According to the latest figures from the country’s education ministry, only 1.8 million primary school children, out of a total of 6.7 million, have returned to school – and most not on a full-time basis. The figures for collège, France’s middle schools, are 600,000 out of 3.3 million.

On June 14, President Emmanuel Macron announced that the return to school on June 22 would be “obligatory" and would conform to normal hours of attendance except for France’s lycées, or high schools.

The return to the classroom has followed the easing of a strict health protocol initially put in place for schools. Starting Monday, there are no longer any social distancing rules for kindergarten children within their class groups. In primary schools, a one-metre social distancing rule is recommended. In middle schools, when the one-metre distancing is not possible, students will be required to wear a mask.

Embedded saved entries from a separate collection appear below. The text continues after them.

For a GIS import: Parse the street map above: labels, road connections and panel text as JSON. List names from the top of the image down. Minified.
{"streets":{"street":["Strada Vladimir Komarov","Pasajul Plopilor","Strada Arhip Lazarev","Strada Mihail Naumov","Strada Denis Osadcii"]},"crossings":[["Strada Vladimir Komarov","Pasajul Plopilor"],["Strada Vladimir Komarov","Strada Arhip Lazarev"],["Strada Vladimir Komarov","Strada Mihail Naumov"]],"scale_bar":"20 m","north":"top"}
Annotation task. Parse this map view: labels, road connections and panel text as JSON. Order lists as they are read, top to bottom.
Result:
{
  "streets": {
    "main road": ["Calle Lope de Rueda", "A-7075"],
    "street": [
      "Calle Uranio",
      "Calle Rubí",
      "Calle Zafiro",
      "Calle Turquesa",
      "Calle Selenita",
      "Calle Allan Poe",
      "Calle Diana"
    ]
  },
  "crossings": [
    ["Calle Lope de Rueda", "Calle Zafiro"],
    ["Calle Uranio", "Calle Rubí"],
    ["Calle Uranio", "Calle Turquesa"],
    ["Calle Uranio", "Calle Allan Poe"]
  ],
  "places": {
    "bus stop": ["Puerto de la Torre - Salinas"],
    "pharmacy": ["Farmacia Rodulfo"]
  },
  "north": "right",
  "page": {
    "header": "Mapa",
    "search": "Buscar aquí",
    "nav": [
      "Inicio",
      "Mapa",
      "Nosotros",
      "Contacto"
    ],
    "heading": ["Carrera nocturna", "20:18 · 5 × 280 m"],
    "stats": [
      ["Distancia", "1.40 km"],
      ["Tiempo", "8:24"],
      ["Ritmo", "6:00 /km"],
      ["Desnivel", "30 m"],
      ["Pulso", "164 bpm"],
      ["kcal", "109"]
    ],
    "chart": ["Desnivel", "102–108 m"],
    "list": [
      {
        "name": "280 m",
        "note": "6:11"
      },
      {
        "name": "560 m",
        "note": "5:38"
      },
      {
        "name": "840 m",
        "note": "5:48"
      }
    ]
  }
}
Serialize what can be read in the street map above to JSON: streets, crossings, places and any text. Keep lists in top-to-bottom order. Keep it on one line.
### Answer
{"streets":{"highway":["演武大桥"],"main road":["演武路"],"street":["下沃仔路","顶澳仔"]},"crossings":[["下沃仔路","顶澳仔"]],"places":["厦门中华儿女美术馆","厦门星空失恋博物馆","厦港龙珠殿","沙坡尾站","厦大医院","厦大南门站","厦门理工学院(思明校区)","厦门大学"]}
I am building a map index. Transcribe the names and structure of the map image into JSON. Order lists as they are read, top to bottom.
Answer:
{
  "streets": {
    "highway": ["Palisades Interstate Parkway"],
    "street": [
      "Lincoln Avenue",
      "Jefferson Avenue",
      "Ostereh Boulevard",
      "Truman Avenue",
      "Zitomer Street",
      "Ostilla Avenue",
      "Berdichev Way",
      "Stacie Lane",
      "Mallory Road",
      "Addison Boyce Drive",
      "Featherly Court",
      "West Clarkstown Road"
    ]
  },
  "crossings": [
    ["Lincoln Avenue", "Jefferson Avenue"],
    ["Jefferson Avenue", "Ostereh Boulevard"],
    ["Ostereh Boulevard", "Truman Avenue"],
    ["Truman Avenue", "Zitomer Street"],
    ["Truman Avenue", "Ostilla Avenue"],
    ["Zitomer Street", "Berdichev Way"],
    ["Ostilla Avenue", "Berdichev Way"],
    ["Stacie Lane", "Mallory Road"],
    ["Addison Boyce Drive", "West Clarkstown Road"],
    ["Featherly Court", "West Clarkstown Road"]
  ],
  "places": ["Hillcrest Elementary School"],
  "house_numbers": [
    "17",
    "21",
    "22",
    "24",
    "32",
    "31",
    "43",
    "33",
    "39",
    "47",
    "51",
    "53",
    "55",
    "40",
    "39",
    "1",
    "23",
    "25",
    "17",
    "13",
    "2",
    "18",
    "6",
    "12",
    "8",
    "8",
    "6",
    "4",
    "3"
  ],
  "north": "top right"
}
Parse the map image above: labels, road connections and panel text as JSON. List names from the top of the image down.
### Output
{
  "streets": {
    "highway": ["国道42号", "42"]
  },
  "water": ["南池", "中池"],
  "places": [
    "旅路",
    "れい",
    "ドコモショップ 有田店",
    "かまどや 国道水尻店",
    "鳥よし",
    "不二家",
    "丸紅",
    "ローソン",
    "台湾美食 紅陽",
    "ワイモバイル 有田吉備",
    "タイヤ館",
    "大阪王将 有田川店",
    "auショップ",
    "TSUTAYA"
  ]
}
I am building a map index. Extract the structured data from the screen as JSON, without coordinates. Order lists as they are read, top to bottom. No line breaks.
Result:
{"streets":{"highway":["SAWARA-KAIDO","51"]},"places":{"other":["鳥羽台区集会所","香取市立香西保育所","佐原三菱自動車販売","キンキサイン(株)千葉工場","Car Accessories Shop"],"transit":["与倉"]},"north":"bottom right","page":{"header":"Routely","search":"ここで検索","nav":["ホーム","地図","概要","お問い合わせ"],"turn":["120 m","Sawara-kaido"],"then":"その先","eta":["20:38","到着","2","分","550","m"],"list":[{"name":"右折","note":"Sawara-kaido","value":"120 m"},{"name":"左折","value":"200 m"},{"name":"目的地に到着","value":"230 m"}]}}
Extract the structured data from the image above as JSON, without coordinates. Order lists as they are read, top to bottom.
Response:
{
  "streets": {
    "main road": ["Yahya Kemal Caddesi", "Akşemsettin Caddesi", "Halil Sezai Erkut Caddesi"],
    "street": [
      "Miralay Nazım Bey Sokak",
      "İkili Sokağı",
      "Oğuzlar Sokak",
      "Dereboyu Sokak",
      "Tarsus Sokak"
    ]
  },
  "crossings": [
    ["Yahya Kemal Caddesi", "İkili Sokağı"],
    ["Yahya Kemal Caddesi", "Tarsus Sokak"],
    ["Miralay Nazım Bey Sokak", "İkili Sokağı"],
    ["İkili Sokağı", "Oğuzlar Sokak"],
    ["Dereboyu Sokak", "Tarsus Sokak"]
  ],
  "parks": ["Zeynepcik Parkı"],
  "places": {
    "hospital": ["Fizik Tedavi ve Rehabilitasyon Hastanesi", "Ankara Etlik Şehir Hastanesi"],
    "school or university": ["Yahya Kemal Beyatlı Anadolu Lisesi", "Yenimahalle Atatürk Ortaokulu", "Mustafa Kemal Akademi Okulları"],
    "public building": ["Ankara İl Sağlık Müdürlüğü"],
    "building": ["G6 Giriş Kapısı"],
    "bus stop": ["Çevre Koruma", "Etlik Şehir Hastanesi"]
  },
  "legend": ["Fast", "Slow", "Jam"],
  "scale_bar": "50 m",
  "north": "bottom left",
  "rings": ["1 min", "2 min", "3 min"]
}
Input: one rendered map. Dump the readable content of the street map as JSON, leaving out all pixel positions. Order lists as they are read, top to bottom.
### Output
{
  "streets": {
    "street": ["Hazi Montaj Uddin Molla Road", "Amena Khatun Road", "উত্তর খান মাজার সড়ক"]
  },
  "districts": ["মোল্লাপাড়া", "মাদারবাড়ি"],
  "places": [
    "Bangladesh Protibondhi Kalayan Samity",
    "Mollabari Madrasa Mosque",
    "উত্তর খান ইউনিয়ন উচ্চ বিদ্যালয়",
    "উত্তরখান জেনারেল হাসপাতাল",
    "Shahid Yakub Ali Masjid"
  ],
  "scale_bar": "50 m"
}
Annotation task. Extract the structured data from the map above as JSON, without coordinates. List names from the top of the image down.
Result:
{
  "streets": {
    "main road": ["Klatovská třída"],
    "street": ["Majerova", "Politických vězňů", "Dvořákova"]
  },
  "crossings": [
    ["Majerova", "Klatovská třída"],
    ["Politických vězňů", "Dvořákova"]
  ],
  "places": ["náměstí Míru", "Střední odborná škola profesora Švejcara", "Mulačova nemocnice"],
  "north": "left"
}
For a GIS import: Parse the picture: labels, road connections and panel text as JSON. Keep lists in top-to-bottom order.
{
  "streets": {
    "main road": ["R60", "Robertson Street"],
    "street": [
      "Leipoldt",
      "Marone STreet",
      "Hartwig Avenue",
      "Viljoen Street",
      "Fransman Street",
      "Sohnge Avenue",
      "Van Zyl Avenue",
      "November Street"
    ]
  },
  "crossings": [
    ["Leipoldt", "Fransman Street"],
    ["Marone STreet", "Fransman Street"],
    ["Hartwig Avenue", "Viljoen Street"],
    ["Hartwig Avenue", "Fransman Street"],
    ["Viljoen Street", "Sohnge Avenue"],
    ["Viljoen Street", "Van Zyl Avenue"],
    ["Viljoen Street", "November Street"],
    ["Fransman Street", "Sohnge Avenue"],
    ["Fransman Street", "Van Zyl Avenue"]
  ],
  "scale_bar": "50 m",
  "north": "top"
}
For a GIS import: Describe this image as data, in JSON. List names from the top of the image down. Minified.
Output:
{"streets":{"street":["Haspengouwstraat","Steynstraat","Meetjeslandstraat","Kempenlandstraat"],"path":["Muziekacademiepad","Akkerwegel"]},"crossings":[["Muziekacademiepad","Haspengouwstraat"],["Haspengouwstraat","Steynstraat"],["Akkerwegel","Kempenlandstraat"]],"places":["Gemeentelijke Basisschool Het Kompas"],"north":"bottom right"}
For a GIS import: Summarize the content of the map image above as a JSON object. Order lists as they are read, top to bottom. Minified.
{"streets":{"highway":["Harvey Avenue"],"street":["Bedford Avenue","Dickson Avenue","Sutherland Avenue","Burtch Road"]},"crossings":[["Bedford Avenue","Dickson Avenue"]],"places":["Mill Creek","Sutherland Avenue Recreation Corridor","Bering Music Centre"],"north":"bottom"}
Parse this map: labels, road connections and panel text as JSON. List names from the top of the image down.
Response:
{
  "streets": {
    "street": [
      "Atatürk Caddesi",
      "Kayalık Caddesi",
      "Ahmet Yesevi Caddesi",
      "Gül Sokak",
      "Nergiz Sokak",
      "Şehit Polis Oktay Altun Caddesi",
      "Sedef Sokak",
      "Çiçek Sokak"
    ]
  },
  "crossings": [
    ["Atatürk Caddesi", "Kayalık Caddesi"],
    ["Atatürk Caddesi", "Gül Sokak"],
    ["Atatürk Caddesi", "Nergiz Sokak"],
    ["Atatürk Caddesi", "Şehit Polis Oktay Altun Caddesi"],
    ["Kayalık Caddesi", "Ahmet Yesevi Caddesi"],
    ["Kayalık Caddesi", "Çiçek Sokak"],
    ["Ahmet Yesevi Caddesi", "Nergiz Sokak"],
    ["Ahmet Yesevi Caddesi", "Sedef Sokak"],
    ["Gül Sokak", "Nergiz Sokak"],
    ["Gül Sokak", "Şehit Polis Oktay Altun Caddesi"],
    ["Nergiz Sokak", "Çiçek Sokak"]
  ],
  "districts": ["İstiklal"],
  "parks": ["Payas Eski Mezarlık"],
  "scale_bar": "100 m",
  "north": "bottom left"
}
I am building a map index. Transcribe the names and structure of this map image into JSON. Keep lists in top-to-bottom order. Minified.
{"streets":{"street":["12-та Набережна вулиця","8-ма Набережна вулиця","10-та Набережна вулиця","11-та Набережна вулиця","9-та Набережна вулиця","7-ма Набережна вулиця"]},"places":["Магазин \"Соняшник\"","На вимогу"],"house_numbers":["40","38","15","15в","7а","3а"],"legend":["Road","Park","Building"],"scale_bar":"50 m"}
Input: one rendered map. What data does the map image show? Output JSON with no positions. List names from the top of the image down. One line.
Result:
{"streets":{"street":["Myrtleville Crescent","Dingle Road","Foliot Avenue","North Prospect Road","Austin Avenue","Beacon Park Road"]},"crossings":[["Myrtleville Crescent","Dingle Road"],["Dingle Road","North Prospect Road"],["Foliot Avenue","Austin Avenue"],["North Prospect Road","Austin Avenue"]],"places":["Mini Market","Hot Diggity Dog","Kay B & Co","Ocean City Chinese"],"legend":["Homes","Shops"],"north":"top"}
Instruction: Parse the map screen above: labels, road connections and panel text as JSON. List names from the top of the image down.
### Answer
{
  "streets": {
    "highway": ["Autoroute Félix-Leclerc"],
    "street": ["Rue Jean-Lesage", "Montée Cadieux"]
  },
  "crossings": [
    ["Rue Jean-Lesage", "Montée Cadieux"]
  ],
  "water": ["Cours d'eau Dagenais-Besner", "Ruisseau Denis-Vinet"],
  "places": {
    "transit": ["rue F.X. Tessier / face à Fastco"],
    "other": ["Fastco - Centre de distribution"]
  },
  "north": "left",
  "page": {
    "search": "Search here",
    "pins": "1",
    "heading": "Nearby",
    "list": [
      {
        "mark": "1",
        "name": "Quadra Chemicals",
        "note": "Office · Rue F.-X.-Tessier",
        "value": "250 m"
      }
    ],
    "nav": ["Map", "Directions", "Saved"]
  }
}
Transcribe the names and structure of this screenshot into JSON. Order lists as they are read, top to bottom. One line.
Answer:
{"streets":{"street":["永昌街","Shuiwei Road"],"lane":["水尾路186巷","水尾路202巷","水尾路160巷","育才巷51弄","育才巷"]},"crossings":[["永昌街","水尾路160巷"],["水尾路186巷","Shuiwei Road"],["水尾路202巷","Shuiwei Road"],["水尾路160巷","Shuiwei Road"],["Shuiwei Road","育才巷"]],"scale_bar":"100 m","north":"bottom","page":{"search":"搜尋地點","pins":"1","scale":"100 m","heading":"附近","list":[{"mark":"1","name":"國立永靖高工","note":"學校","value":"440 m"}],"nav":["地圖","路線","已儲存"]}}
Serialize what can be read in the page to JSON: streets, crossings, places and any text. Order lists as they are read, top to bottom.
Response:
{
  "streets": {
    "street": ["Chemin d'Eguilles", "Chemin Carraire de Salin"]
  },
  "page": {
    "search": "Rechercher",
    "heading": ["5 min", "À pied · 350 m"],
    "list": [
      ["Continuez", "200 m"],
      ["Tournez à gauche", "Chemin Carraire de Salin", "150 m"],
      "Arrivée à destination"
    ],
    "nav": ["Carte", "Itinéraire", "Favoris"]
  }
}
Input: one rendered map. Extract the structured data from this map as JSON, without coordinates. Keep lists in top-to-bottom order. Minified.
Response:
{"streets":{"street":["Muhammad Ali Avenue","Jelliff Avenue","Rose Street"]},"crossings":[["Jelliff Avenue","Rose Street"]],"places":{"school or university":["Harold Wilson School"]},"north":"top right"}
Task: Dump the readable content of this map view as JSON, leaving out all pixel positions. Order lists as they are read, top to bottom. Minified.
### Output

On Sunday, government spokesperson Sibeth Ndiaye called on parents to “have confidence” in schools. “Everything is being done so that their children will be welcomed safely,” she said.

'Two weeks isn't nothing'

Last week, Education Minister Jean-Michel Blanquer, who had said he hoped for a full return to school before the summer holidays, said the aim was to see “the most pupils possible” return to school.

Depending on the school, a return on Monday represents eight or nine days of class before the summer break.

“Two weeks isn’t nothing, either in educational or psychological terms,” Blanquer said.

Despite a loosened protocol, some education unions have suggested there will be “reception problems in some places”.

“We are exhausted by this period of demands and counter-demands,” a school principal in Rennes told AFP.

Others, though, seem pleased.

”Even though more children are coming to school, restrictions are being relaxed,” another principal in Rennes said. “It will be okay, even though there is now also the whole back-to-school [in September] to prepare,” she added.